## SUPPLIED RECORDS
※
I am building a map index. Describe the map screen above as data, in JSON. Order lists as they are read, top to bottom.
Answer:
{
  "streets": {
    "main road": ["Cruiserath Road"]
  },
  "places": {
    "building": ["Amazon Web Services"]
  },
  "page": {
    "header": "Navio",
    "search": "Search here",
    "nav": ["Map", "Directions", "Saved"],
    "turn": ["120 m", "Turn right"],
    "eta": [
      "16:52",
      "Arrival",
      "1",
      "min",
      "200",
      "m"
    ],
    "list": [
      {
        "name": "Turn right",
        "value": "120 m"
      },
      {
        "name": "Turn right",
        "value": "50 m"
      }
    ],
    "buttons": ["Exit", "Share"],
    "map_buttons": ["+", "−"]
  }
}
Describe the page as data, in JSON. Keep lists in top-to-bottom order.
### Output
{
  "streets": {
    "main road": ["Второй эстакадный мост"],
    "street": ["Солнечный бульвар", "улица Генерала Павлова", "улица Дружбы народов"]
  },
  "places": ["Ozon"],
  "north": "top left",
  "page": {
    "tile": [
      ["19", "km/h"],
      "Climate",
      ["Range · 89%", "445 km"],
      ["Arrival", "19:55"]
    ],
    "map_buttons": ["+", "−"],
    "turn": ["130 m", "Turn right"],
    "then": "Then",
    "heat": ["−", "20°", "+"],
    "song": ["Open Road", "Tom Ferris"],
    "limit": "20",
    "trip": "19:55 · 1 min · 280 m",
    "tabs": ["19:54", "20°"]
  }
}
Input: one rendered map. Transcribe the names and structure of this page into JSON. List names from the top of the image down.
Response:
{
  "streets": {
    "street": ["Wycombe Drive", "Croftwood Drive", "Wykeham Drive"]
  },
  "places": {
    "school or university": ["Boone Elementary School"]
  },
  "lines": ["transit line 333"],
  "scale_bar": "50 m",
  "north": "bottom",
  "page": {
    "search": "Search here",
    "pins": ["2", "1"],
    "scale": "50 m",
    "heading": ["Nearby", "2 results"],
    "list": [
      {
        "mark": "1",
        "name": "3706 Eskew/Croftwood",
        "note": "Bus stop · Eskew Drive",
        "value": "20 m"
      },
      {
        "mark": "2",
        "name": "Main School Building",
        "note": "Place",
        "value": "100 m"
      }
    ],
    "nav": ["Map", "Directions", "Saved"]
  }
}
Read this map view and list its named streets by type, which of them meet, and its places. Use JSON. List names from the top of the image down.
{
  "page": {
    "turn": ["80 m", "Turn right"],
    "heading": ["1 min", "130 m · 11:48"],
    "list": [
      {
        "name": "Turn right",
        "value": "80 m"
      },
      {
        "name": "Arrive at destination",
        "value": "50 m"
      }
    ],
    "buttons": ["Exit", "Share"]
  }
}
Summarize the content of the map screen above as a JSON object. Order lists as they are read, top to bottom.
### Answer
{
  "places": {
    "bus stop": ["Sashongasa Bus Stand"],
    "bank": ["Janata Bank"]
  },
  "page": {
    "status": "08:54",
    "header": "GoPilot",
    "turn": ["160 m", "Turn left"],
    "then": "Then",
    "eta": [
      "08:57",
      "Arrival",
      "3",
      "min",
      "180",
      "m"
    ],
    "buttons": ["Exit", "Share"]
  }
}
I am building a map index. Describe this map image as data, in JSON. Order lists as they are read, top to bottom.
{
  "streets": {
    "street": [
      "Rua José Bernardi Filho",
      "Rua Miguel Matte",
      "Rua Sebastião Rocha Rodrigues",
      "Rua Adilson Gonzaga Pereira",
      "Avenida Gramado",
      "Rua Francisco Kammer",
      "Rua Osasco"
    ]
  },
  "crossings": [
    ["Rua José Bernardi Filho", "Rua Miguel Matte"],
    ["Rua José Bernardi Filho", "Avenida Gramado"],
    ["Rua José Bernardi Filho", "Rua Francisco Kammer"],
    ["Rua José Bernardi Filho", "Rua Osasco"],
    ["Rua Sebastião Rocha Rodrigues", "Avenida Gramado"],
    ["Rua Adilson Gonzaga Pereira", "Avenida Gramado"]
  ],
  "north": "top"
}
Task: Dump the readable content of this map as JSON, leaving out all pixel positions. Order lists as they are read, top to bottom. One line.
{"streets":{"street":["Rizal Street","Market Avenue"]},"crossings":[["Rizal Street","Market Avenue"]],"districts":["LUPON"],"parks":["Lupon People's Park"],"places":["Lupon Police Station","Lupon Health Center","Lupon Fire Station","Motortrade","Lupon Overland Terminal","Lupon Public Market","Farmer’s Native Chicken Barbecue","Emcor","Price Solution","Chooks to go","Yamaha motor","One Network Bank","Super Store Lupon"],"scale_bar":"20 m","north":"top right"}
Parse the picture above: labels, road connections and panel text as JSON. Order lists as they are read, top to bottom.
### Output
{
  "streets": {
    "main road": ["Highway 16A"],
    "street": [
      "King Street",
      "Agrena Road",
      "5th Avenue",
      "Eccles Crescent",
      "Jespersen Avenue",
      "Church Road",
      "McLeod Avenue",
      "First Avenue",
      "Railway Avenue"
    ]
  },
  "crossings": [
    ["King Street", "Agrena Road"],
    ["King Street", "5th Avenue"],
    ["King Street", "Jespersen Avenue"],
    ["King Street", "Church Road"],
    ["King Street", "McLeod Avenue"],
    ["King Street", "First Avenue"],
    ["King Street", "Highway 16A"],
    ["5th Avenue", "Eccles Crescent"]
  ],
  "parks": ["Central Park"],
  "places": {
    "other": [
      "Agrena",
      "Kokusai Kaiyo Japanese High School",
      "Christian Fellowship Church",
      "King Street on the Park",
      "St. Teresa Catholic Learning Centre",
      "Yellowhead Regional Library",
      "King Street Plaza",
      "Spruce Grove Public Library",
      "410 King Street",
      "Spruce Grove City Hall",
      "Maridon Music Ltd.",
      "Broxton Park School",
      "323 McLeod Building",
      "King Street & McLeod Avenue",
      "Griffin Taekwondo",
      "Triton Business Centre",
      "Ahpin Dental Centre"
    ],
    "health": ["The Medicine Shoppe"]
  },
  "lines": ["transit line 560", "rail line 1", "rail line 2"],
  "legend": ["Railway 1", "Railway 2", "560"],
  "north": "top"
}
※
## YOUR TASK
Scan the entries above and show each line that contains the word "screen".

## TASK RESPONSE
I am building a map index. Describe the map screen above as data, in JSON. Order lists as they are read, top to bottom.
Summarize the content of the map screen above as a JSON object. Order lists as they are read, top to bottom.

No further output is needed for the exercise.